Thursday, March 4, 2010

Reading CAN data (Code Snippets)

I mentioned in a post a while back that I would post some source code from my the CANReader application I wrote.

There are a few areas of the application that were most difficult so I think they are probably the best bits to share as the rest of the program is relatively simple.

CAN Frames:
In a vehicle running a CAN bus there are a number of nodes that send and receive data to one another. These nodes are usually things like the engine computer, instrument cluster, abs computer, body control computer etc... They are much like computers on a ethernet network sending packets of data to one another via TCP. The CAN bus uses a much simpler can 11 or 29 bit data format which Wikipedia describes in detail.

The RX8 electronics and all other cars I've tested with only use the earlier 11 bit format. This format consists of an 11 bit header, a 1 bit RTR flag to identify if the message is a data request and a further 4 bits to describe the length of the message data (which can be up to 8 bytes long).

The OBDLink device that I use (which uses an ELM 327 chipset from ELM electronics) does a lot of work for me. It parses the headers for can frames and returns as an integer (i.e. base 10 not hex) along with the data bytes in hex seperated by spaces.

For example a frame might look like this: 201 1F 00 0F 00 FF EF A1 7F. 201 obviously being the header identifier and the following 8 bytes the data. Headers need to be turned on to get '201' at the beginning of the data line (use ATH1 for headers on, ATCAF0 to turn off CAN auto formatting and ATMA to get the CAN frames).
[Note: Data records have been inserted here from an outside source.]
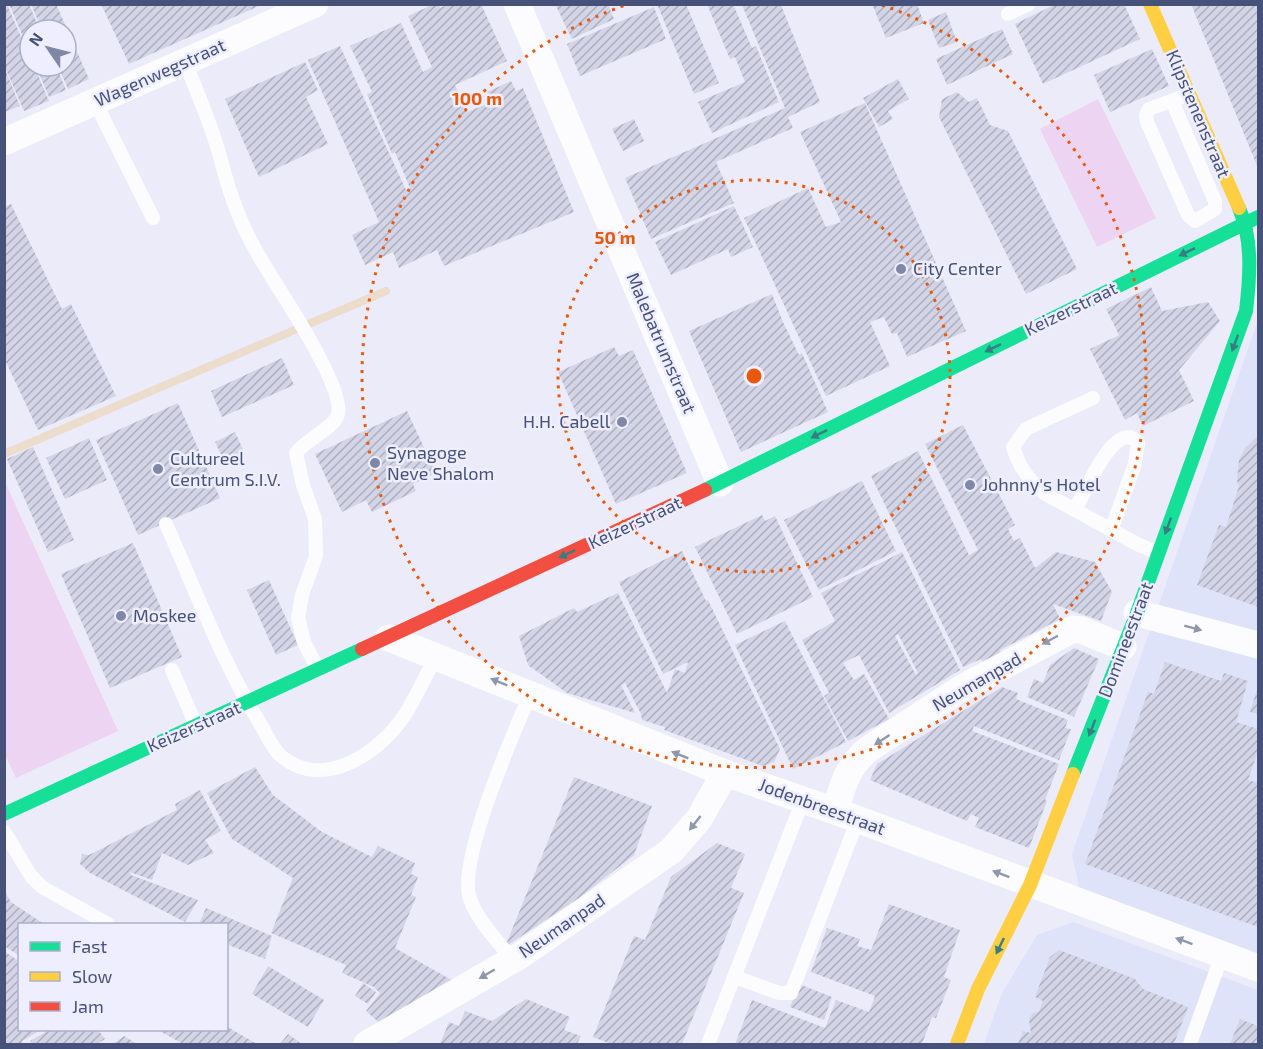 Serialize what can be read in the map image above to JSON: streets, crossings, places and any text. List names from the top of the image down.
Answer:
{
  "streets": {
    "main road": ["Klipstenenstraat", "Keizerstraat", "Domineestraat"],
    "street": [
      "Wagenwegstraat",
      "Malebatrumstraat",
      "Neumanpad",
      "Jodenbreestraat"
    ]
  },
  "crossings": [
    ["Klipstenenstraat", "Keizerstraat"],
    ["Klipstenenstraat", "Domineestraat"],
    ["Keizerstraat", "Malebatrumstraat"],
    ["Keizerstraat", "Domineestraat"],
    ["Keizerstraat", "Jodenbreestraat"],
    ["Domineestraat", "Neumanpad"],
    ["Domineestraat", "Jodenbreestraat"],
    ["Neumanpad", "Jodenbreestraat"]
  ],
  "one_way": [
    "Keizerstraat",
    "Domineestraat",
    "Neumanpad",
    "Jodenbreestraat"
  ],
  "places": [
    "City Center",
    "H.H. Cabell",
    "Synagoge Neve Shalom",
    "Cultureel Centrum S.I.V.",
    "Johnny's Hotel",
    "Moskee"
  ],
  "legend": ["Fast", "Slow", "Jam"],
  "north": "top left",
  "rings": ["100 m", "50 m"]
} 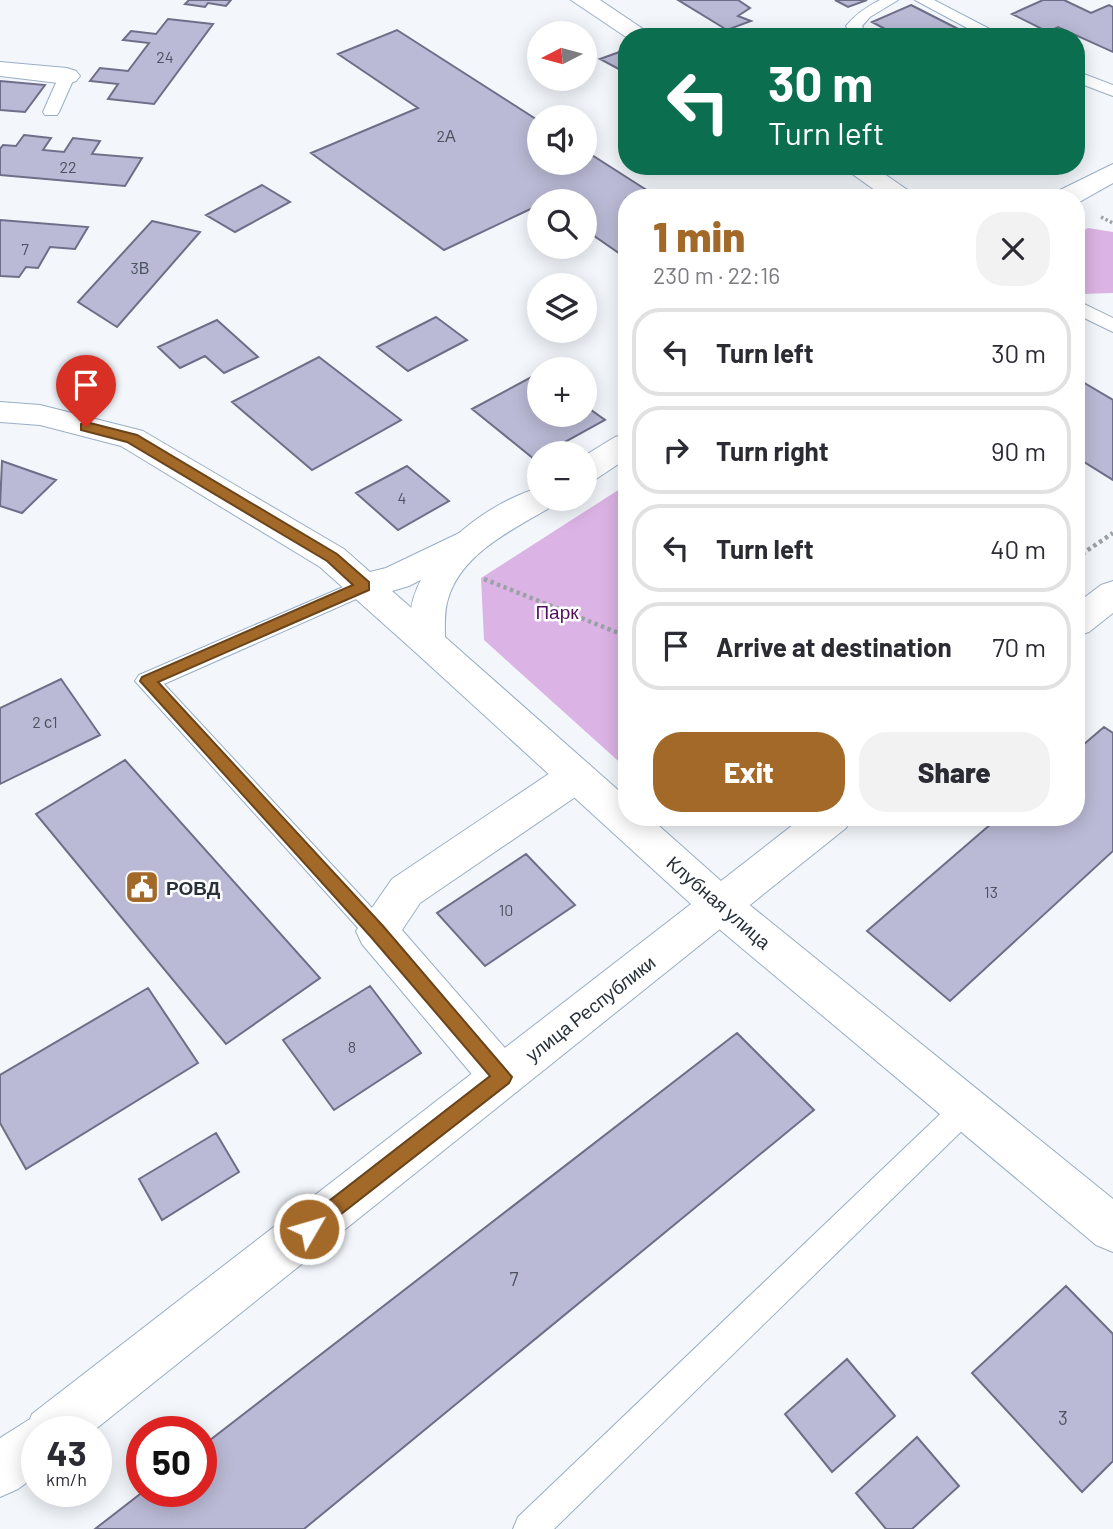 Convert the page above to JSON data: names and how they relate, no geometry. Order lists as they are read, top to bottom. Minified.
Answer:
{"streets":{"street":["Клубная улица","улица Республики"]},"crossings":[["Клубная улица","улица Республики"]],"parks":["Парк"],"places":{"public building":["РОВД"]},"house_numbers":["24","2А","22","7","3В","4","2 с1","13","10","8","7","3"],"north":"left","page":{"map_buttons":["+","−"],"turn":["30 m","Turn left"],"heading":["1 min","230 m · 22:16"],"list":[{"name":"Turn left","value":"30 m"},{"name":"Turn right","value":"90 m"},{"name":"Turn left","value":"40 m"},{"name":"Arrive at destination","value":"70 m"}],"buttons":["Exit","Share"],"speed":"43 km/h","limit":"50"}}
I've written a CANFrame VB.Net class that can take this data as a string and parse it into something a little more friendly. This class has two main methods NewELMCANFrame() which will take data from an ELM device and another methods NewRawCANFrame() which will take a raw CAN frame string (including the header) with each byte seperated by a string. This second method is not fully tested as I dont have anything to really test it with, but it should work with lower level devices that return full CAN frames (you might need to make it handle strings without spaces though depending on your application).

USB Serial Ports:
While developing this application I came across a nasty .Net framework bug. It seems that if you have a class uses the SerialPort class connected to a virtual com port (i.e. usb serial port) and the device connected to that port is disconnected the next time you try to read from the SerialPort it will obviously fail. This is easy to trap in a Try/Catch. However when you try to Dispose() the object and possibly open a new connection to the port the .Net framework will raise an exception that cannot be trapped by user code :-(

This is because the closing underlying stream is not handled property. This is a know issue but Microsoft seems unwilling to fix it. There is a couple of work arounds though, albeit an ugly ones. Firstly placing the following code in your app.config will fix the problem but may cause issues for you elsewhere if you have unhandled exceptions...

<runtime>
     <legacyUnhandledExceptionPolicy enabled="1"/>
</runtime> 

I've also got a wrapper class for the SerialPort named FTDISerialPort that stops the Garbage Collector to calling Finalize() on the BaseStream of the SerialPort (which is what causes the exception after the usb device is disconnected).

Dynamic Scripting Code:
One of the most useful things with the CANReader application I wrote is to in real time run a algorithm over the bits in a CAN frames data. With this I can take bit X to bit Y, cast this to a number of numerical types and then perform some math on top of that to get a required value. For instance, if byte 1 to byte 2 is the engine rpm multiplied by 4 I can take bit 0 to bit 15, convert that to an Unsigned Integer and then divide that by 4 to get the engine rpm. This can all be done while the application is running without the need to recompile.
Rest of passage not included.